The engine is configurable via the engine
argument or the
nc.engine
option:
u.subject <- "a\U0001F60E#"
u.pattern <- list(emoji="\\p{EMOJI_Presentation}")
old.opt <- options(nc.engine="ICU")
nc::capture_first_vec(u.subject, u.pattern)
#> emoji
#> 1: <U+0001F60E>
nc::capture_first_vec(u.subject, u.pattern, engine="PCRE")
#> Warning in regexpr(L$pattern, subject.vec, perl = TRUE): PCRE pattern compilation error
#> 'unknown property name after \P or \p'
#> at '}))'
#> Error in value[[3L]](cond): (?:(\p{EMOJI_Presentation}))
#> when matching pattern above with PCRE engine, an error occured: invalid regular expression '(?:(\p{EMOJI_Presentation}))'
nc::capture_first_vec(u.subject, u.pattern, engine="RE2")
#> Error in value[[3L]](cond): (?:(\p{EMOJI_Presentation}))
#> when matching pattern above with RE2 engine, an error occured: bad character class range: \p{EMOJI_Presentation}
options(old.opt)
We also provide nc::capture_first_df
which extracts text
from several columns of a data.frame, using a different
regular expression for each column.
nc::capture_first_vec
on one
column of the input data.frame.nc::capture_first_vec
.nc::capture_first_vec
, in list/character/function format as
explained in the previous section.This function can greatly simplify the code required to create numeric data columns from character data columns. For example consider the following data which was output from the sacct program.
(sacct.df <- data.frame(
Elapsed = c(
"07:04:42", "07:04:42", "07:04:49",
"00:00:00", "00:00:00"),
JobID=c(
"13937810_25",
"13937810_25.batch",
"13937810_25.extern",
"14022192_[1-3]",
"14022204_[4]"),
stringsAsFactors=FALSE))
#> Elapsed JobID
#> 1 07:04:42 13937810_25
#> 2 07:04:42 13937810_25.batch
#> 3 07:04:49 13937810_25.extern
#> 4 00:00:00 14022192_[1-3]
#> 5 00:00:00 14022204_[4]
Say we want to filter by the total Elapsed time (which is reported as hours:minutes:seconds), and base job id (which is the number before the underscore in the JobID column). We could start by converting those character columns to integers via:
int.pattern <- list("[0-9]+", as.integer)
range.pattern <- list(
"\\[",
task1=int.pattern,
list(
"-",#begin optional end of range.
taskN=int.pattern
), "?", #end is optional.
"\\]")
nc::capture_first_df(sacct.df, JobID=range.pattern, nomatch.error=FALSE)
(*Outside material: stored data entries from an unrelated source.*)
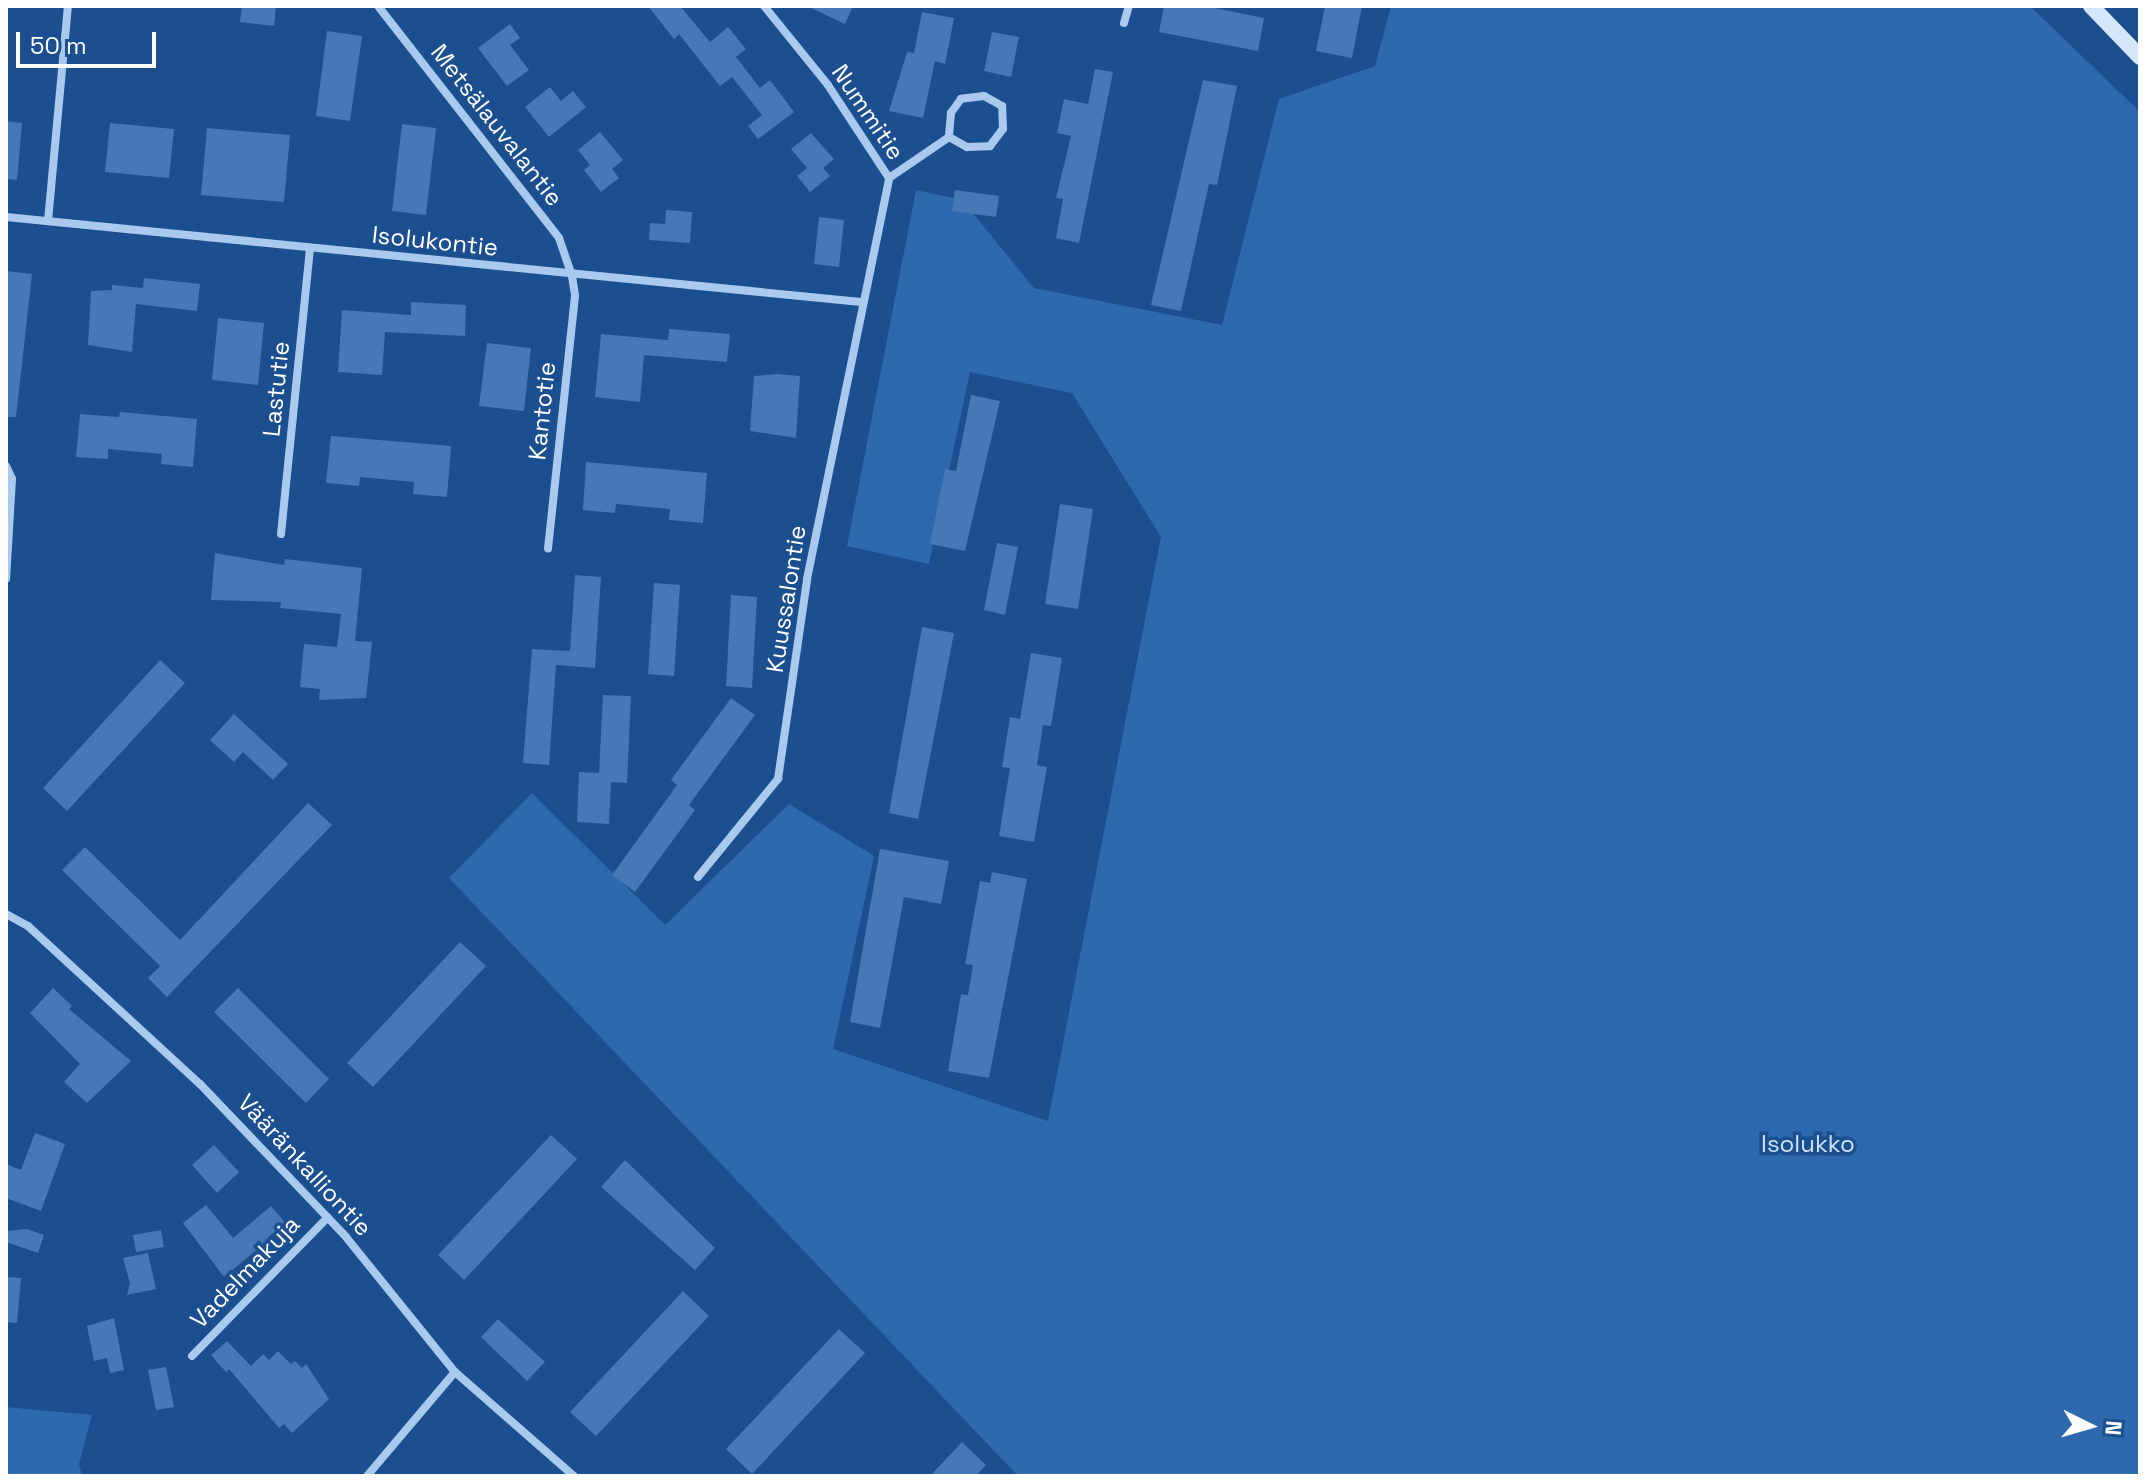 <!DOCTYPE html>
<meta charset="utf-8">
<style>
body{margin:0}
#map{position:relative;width:2146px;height:1482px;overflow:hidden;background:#1b4f8f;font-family:"Space Grotesk",sans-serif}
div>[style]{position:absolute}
.green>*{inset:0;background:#2e69ad}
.building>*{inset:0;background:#4478b7}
.street>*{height:8px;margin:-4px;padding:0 4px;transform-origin:4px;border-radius:4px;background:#a9c9ee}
.secondary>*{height:16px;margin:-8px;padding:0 8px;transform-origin:8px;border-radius:8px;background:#d6e6fa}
span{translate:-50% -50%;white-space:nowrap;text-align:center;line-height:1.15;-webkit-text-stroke:7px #1b4f8f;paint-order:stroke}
.street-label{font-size:24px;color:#fff}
.park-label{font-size:24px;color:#cfe3fa}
.frame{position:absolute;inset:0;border:8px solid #fff;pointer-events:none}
.north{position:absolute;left:2050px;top:1386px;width:80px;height:80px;-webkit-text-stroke:6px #1b4f8f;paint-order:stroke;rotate:95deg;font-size:22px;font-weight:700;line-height:32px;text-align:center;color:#fff}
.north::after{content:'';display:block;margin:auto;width:28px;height:36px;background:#fff;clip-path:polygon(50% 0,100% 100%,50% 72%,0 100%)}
.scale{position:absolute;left:16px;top:32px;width:140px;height:36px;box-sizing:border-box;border:4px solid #fff;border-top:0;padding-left:10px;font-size:24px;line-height:28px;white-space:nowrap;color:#fff;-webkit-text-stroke:6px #1b4f8f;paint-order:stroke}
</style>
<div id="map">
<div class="green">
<i style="clip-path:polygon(1391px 6px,2030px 6px,2140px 112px,2140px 1476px,1018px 1476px,449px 878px,532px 793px,665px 925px,789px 804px,874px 856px,833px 1049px,1048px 1121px,1161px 537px,1072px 393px,970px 372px,929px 564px,847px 546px,916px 190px,962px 200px,1034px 288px,1222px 325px,1279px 99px,1375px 66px)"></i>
<i style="clip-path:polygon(6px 1407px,92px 1415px,79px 1464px,82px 1476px,6px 1476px)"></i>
</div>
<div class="building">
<i style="clip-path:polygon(242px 6px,276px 6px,274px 26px,240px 22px)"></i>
<i style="clip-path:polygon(648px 6px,680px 6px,710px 42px,728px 27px,746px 49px,736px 57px,760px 88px,770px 80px,794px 112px,758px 139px,748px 126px,762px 115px,732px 77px,720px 86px,679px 34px,674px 39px)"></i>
<i style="clip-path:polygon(807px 6px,853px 6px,845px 24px)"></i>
<i style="clip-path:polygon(1164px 6px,1205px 6px,1264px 18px,1258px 51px,1159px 32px)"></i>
<i style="clip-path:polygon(1325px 6px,1362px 6px,1352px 58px,1316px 51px)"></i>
<i style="clip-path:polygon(922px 12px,954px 18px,945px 64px,935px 61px,923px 118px,889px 111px,907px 52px,914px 53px)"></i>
<i style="clip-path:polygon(510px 24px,520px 38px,510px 45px,529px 70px,507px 86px,478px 48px)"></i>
<i style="clip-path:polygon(327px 31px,362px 36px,350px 121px,316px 116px)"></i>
<i style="clip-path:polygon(992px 32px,1019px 37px,1011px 77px,984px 71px)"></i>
<i style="clip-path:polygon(1095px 69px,1113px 72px,1079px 243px,1056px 238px,1063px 199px,1056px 198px,1071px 136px,1057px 133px,1064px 99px,1088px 104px)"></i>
<i style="clip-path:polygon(1203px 80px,1237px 86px,1217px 185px,1209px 184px,1181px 311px,1151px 305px)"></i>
<i style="clip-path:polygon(550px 87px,561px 101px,573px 91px,586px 107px,549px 137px,525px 107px)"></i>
<i style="clip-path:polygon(6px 121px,22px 123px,17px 180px,6px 179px)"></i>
<i style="clip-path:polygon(110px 123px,174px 129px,169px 178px,105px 172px)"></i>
<i style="clip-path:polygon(402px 124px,436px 128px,426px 215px,392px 211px)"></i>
<i style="clip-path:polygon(207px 128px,290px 135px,284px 202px,201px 195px)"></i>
<i style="clip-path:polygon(600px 132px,623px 160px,612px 169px,619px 178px,601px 192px,584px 170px,590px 165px,578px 150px)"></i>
<i style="clip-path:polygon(811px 133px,834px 159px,823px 168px,830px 176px,810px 192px,797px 176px,807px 168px,791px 149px)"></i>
<i style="clip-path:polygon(955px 190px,999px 196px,996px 217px,952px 211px)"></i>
<i style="clip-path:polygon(666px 210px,692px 212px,690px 243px,649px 240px,650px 223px,665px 224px)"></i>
<i style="clip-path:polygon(819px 217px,844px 220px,839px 267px,814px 264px)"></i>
<i style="clip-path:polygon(6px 271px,32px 274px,16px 417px,6px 417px)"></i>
<i style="clip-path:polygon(144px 278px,200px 284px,197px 311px,136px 304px,132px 352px,88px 345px,91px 291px,112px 290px,112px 285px,143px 288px)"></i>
<i style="clip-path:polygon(411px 302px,466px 305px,465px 336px,385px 332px,382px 375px,338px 372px,342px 310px,411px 315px)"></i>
<i style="clip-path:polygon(218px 318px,264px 323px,258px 385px,212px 380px)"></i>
<i style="clip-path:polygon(669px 329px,730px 334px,727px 362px,644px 355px,640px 402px,595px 397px,601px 334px,668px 340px)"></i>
<i style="clip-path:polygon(487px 343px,531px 348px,524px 411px,479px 406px)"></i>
<i style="clip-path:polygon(777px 374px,800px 376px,796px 438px,750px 431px,754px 376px)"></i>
<i style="clip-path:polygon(971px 395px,1000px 401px,965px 551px,930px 544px,945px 469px,956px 471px)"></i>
<i style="clip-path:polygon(120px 412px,197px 419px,193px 467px,161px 464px,162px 454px,108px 449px,108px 459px,76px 457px,80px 414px,119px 417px)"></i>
<i style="clip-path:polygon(331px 436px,451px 446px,447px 497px,413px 494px,414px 482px,360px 477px,359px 486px,326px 483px)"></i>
<i style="clip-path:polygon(586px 462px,707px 473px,703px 523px,669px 520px,670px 509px,616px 504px,615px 513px,583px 510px)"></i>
<i style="clip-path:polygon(1060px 504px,1093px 509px,1078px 609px,1045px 604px)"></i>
<i style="clip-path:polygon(997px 543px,1018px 547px,1005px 615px,984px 610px)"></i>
<i style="clip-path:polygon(215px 553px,284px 565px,285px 559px,362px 568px,355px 641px,372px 642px,366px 698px,319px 700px,320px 689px,300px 687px,304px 644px,337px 647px,341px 614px,280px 608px,281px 602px,211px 600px)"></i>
<i style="clip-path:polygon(575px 575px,601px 577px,595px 668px,556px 665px,549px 765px,523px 763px,532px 649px,570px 651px)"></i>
<i style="clip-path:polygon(654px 583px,680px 585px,674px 676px,648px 674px)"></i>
<i style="clip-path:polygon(731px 595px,757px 597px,752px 688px,726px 686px)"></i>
<i style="clip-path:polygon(922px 627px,954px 633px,918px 819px,889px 813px)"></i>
<i style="clip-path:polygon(1031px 653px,1062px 658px,1051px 726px,1043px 725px,1037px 765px,1047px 767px,1034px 842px,999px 836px,1010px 768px,1002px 767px,1010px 717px,1020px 719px)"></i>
<i style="clip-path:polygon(160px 660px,185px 683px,67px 811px,43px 788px)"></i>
<i style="clip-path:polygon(603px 695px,631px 696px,627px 783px,611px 782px,609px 824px,577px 822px,579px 772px,599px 773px)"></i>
<i style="clip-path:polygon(731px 698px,755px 715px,689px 805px,695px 810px,635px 892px,612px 875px,677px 785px,671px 780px)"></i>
<i style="clip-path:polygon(234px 714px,288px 764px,273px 780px,243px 752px,234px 762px,210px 740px)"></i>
<i style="clip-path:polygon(308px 803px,332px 825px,167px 997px,148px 978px,160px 966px,62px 870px,85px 847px,180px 940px)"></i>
<i style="clip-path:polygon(880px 849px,949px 861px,941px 904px,904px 897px,880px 1028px,850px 1022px)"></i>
<i style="clip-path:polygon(992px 872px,1027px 879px,989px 1078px,948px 1071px,961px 994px,968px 995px,973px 965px,965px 964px,980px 881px,990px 883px)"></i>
<i style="clip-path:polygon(460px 942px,486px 966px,373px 1087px,347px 1063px)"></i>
<i style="clip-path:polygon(53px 988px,72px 1006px,69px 1009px,131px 1061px,87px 1103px,64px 1082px,80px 1064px,30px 1013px)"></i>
<i style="clip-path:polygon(238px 988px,329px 1079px,306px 1103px,214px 1012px)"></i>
<i style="clip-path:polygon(35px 1133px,65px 1144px,41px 1211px,6px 1198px,6px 1164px,21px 1170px)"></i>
<i style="clip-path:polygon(551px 1135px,577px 1159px,464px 1280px,438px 1255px)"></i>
<i style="clip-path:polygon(214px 1145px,239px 1172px,217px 1193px,192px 1165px)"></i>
<i style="clip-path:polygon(625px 1160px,715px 1248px,695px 1270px,601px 1187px)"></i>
<i style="clip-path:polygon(206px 1205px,233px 1238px,271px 1206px,287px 1225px,224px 1277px,183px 1223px)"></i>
<i style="clip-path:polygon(27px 1229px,44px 1235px,38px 1253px,6px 1242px,6px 1231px)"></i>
<i style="clip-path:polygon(161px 1230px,164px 1247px,136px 1252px,133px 1235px)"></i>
<i style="clip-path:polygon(148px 1253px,156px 1289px,127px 1295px,130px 1283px,123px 1258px)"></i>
<i style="clip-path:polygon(6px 1277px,21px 1278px,17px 1323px,6px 1322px)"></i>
<i style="clip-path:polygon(683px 1291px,709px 1316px,596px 1436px,570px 1412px)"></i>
<i style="clip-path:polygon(114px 1318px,124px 1370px,110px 1373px,107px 1358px,94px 1361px,87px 1326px)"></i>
<i style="clip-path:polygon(498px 1319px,545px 1362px,527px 1381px,481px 1337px)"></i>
<i style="clip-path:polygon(839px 1329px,865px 1353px,752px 1474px,726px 1449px)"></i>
<i style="clip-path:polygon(227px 1341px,251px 1366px,263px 1354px,269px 1360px,278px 1351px,291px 1364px,295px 1361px,302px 1368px,306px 1364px,329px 1399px,292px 1433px,284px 1424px,279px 1428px,229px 1369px,226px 1372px,211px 1355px)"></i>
<i style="clip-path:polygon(166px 1367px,174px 1407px,156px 1410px,148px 1370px)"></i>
<i style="clip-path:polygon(962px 1442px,986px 1465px,976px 1476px,930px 1476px)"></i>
</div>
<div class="street">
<i style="left:378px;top:6px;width:294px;rotate:52deg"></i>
<i style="left:559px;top:238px;width:40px;rotate:71.1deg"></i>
<i style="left:572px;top:276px;width:20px;rotate:81deg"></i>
<i style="left:575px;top:296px;width:254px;rotate:96.1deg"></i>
<i style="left:1124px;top:23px;width:18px;rotate:-74deg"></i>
<i style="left:889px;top:178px;width:73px;rotate:-34.3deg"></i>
<i style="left:949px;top:137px;width:21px;rotate:29deg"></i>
<i style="left:967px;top:147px;width:23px;rotate:-2deg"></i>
<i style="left:990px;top:146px;width:21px;rotate:-53deg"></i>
<i style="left:1003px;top:129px;width:23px;rotate:-92deg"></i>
<i style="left:1002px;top:106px;width:21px;rotate:-151deg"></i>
<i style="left:984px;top:96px;width:23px;rotate:173deg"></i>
<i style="left:961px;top:99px;width:17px;rotate:126deg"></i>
<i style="left:951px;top:113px;width:24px;rotate:95deg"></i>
<i style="left:6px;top:217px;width:859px;rotate:5.68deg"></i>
<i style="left:48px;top:221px;width:216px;rotate:-84.7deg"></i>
<i style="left:6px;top:466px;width:14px;rotate:65deg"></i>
<i style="left:12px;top:479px;width:100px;rotate:93.4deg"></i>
<i style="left:281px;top:534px;width:287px;rotate:-84.2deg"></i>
<i style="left:698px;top:877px;width:127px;rotate:-50.8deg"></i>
<i style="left:778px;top:779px;width:202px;rotate:-81.7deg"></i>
<i style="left:807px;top:579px;width:409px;rotate:-78.4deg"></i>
<i style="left:889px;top:178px;width:111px;rotate:-123.3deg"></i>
<i style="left:828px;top:85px;width:102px;rotate:-129deg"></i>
<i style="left:6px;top:914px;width:25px;rotate:29deg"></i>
<i style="left:28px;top:926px;width:234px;rotate:42.6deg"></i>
<i style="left:200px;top:1084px;width:211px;rotate:46.3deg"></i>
<i style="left:346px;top:1237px;width:174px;rotate:51.1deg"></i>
<i style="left:455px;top:1372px;width:158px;rotate:41.2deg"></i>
<i style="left:192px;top:1356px;width:194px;rotate:-45.6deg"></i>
<i style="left:367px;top:1476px;width:136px;rotate:-49.8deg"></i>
</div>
<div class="secondary">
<i style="left:2091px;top:6px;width:71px;rotate:46.1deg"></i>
</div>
<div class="street-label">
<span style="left:868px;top:112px;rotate:56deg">Nummitie</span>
<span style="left:497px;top:125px;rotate:52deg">Metsälauvalantie</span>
<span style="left:435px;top:241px;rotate:6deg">Isolukontie</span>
<span style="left:276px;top:389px;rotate:-84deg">Lastutie</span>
<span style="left:542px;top:411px;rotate:-84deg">Kantotie</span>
<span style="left:786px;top:599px;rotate:-81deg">Kuussalontie</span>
<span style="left:305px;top:1165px;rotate:47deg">Vääränkalliontie</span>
<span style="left:245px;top:1272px;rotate:-46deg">Vadelmakuja</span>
</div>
<div class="park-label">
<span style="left:1808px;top:1144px">Isolukko</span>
</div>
<div class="frame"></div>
<div class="north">N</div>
<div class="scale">50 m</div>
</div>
#> Elapsed JobID task1 taskN
#> 1: 07:04:42 13937810_25 NA NA
#> 2: 07:04:42 13937810_25.batch NA NA
#> 3: 07:04:49 13937810_25.extern NA NA
#> 4: 00:00:00 14022192_[1-3] 1 3
#> 5: 00:00:00 14022204_[4] 4 NA
The result shown above is another data frame with an additional column for each capture group. Next, we define another pattern that matches either one task ID or the previously defined range pattern:
task.pattern <- list(
"_",
list(
task=int.pattern,
"|",#either one task(above) or range(below)
range.pattern))
nc::capture_first_df(sacct.df, JobID=task.pattern)
#> Elapsed JobID task task1 taskN
#> 1: 07:04:42 13937810_25 25 NA NA
#> 2: 07:04:42 13937810_25.batch 25 NA NA
#> 3: 07:04:49 13937810_25.extern 25 NA NA
#> 4: 00:00:00 14022192_[1-3] NA 1 3
#> 5: 00:00:00 14022204_[4] NA 4 NA
Below we match the complete JobID column:
job.pattern <- list(
job=int.pattern,
task.pattern,
list(
"[.]",
type=".*"
), "?")
nc::capture_first_df(sacct.df, JobID=job.pattern)
#> Elapsed JobID job task task1 taskN type
#> 1: 07:04:42 13937810_25 13937810 25 NA NA
#> 2: 07:04:42 13937810_25.batch 13937810 25 NA NA batch
#> 3: 07:04:49 13937810_25.extern 13937810 25 NA NA extern
#> 4: 00:00:00 14022192_[1-3] 14022192 NA 1 3
#> 5: 00:00:00 14022204_[4] 14022204 NA 4 NA
Below we match the Elapsed column with a different regex:
elapsed.pattern <- list(
hours=int.pattern,
":",
minutes=int.pattern,
":",
seconds=int.pattern)
nc::capture_first_df(sacct.df, JobID=job.pattern, Elapsed=elapsed.pattern)
#> Elapsed JobID job task task1 taskN type hours
#> 1: 07:04:42 13937810_25 13937810 25 NA NA 7
#> 2: 07:04:42 13937810_25.batch 13937810 25 NA NA batch 7
#> 3: 07:04:49 13937810_25.extern 13937810 25 NA NA extern 7
#> 4: 00:00:00 14022192_[1-3] 14022192 NA 1 3 0
#> 5: 00:00:00 14022204_[4] 14022204 NA 4 NA 0
#> minutes seconds
#> 1: 4 42
#> 2: 4 42
#> 3: 4 49
#> 4: 0 0
#> 5: 0 0
Overall the result is another data table with an additional column for each capture group.